Montag, 20. Januar 2014

Strauß - Die Fledermaus, 19.01.2014

Die gestrige Fledermaus-Operngala unterschied sich nur in zwei wesentlichen Besetzungen von der Premiere: als Gäste hatte man die norwegischen Sopranistin Solveig Kringelborn als Rosalinde und Martin Gantner aus dem Ensemble der Bayerischen Staatsoper als Eisenstein engagiert. Gantner hinterließ stimmlich und szenisch einen sehr guten Eindruck und bekam völlig zu Recht den meisten Applaus des Abends. Man hatte bei ihm den  Eindruck, einen sehr gut vorbereiteten und professionellen Sänger zu erleben, der nicht improvisiert und dennoch der Vorstellung seinen eigenen Stempel aufdrückt. Kringelborn hat eine beeindruckende Stimme; nur schade, daß sie gestern nicht ihren besten Tag erwischt hatte. Dafür gab es hauseigene Sänger, die den hohen musikalischen Standard des Abends erneut sicherstellten, allen voran eine sehr souveräne Ina Schlingensiepen. Und auch Christina Bock ist eine Klasse für sich: sie ist gerade erst von der Musikhochschule in dieser Spielzeit ins Ensemble gewechselt und es fällt leicht, ihre eine Karriere vorauszusagen. Ihre Rolle als Orlofsky (bzw. hier als greiser Herbert von Karajan) singt und spielt sie meisterhaft. Und auch den Chor und Justin Brown am Pult der Badischen Staatskapelle muß man herausheben. Viel Freude hat man bei dieser Fledermaus aus musikalischen Gründen.

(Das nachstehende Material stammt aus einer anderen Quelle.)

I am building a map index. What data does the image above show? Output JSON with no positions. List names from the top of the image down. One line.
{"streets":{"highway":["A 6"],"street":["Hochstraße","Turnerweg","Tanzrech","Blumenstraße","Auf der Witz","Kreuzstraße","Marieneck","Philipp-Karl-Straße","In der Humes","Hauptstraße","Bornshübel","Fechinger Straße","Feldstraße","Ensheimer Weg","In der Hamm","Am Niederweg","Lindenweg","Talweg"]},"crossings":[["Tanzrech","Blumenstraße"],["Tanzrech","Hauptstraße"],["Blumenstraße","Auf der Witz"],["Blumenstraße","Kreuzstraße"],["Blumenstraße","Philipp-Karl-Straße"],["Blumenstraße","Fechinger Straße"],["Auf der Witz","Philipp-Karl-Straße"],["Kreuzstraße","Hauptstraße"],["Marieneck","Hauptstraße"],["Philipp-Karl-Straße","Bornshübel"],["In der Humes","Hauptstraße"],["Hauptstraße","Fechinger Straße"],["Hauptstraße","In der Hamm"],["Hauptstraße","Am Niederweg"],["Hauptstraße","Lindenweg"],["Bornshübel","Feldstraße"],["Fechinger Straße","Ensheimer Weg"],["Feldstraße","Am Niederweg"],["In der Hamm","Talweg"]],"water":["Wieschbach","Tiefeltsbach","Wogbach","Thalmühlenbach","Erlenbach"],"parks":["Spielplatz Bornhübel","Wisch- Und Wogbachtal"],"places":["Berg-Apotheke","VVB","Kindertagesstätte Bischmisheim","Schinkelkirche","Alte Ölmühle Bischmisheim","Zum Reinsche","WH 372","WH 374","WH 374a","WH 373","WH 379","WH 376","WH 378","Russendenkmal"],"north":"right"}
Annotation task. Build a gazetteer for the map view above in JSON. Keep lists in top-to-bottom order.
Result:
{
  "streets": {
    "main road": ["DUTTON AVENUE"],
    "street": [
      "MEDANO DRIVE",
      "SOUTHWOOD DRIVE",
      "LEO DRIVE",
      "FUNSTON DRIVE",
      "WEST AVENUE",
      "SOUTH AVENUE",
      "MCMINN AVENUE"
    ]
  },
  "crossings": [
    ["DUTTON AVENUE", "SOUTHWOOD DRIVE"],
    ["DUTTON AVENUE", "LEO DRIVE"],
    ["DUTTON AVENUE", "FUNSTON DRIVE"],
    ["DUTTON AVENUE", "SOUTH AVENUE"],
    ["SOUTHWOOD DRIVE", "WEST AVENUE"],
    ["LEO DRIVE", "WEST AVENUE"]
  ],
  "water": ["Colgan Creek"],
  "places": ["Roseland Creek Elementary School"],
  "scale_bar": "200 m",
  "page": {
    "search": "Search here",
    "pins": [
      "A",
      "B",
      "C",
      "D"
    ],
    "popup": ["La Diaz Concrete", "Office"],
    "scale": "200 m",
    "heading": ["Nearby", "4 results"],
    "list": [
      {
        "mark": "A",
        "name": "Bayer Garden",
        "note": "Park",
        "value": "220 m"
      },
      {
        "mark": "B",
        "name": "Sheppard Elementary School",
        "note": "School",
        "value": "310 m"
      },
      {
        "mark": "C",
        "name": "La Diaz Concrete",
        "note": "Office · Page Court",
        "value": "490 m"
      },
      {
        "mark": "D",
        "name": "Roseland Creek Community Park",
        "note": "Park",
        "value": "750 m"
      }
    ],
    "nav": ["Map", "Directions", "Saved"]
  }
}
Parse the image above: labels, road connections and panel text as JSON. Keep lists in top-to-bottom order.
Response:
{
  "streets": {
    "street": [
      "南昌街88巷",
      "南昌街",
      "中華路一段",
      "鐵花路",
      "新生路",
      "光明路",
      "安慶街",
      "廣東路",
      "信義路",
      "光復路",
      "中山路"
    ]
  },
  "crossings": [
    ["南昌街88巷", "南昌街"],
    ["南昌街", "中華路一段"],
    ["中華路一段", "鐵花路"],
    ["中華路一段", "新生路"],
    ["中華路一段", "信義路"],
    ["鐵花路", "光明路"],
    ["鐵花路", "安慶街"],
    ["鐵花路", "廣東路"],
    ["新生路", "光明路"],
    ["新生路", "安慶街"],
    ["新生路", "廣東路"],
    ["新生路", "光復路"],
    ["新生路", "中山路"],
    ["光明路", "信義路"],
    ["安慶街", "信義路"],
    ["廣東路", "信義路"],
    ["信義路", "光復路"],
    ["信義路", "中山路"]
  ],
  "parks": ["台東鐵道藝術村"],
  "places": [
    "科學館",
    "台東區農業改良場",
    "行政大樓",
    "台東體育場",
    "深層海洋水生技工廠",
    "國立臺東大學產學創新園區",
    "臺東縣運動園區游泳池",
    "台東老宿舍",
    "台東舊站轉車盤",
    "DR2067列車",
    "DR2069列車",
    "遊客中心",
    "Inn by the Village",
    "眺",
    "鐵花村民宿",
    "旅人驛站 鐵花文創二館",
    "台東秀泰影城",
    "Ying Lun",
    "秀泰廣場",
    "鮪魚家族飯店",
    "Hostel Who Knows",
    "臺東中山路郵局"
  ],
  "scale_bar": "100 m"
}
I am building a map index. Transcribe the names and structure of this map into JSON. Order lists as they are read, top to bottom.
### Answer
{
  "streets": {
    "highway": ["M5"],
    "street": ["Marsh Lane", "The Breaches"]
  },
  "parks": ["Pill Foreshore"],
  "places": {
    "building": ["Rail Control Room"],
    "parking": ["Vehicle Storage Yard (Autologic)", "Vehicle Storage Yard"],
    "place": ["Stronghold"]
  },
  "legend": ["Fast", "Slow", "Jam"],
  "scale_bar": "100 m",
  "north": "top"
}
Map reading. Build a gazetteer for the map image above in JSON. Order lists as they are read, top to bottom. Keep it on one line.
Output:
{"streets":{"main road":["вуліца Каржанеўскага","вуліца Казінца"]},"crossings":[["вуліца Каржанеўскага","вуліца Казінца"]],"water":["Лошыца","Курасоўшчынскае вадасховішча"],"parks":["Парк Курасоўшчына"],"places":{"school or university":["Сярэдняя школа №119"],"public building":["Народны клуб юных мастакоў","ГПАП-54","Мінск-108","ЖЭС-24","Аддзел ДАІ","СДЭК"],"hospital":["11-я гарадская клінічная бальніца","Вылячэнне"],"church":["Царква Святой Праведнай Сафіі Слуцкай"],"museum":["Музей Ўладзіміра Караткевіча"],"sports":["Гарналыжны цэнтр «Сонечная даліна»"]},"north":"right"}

Dennoch hab es gestern nur freundlichen und schnell abklingenden Applaus. Musikalisch wäre mehr Jubel angebracht gewesen, aber das Karlsruher Publikum wird seine Gründe haben. Denkt man an die letzte Karlsruher Fledermaus zurück, die der damalige Intendant Pavel Fieber als Regisseur selber inszenierte, dann erinnert man sich an deutlich mehr Begeisterung und gute Stimmung. Seine Inszenierung war unmittelbarer, beschwingter und gelungener als die aktuelle Version.

Zur Inszenierung:
sie war gestern gefühlt weniger trocken und stockend als in der Premiere. Und tatsächlich bestätigte ein Blick auf die Uhr, daß man vor und nach der Pause zügiger war, und zwar ca. 10-15 Minuten! Diese Zeit wurde in den deutlich weniger zerdehnten Spiel- und Sprechszenen gewonnen und es tat dem Abend gut. Ein großer Wurf ist die Regie dennoch nicht, denn der inszenierte Abgrund ist vordergründig. Wo der erste Akt durchaus noch funktioniert, stockt man mit Beginn der Feier bei Orlofsky. "Alles nur Theater" - ach ja, wie unoriginell. Tempofreier Leerlauf beherrscht immer wieder das Bühnengeschehen. Nach guten Ideen sucht man eigentlich vergeblich bei dieser Inszenierung. Der Regisseur verläuft sich und daß er sich dabei sogar verirrt, wird oberflächlich betrachtet durch die zusammenhaltende Klammer der sehr guten musikalischen Umsetzung kaschiert. Eine gute Inszenierung der Fledermaus kann man x-mal ansehen und dabei immer wieder Freude haben, diese hingegen weckt nie Begeisterung.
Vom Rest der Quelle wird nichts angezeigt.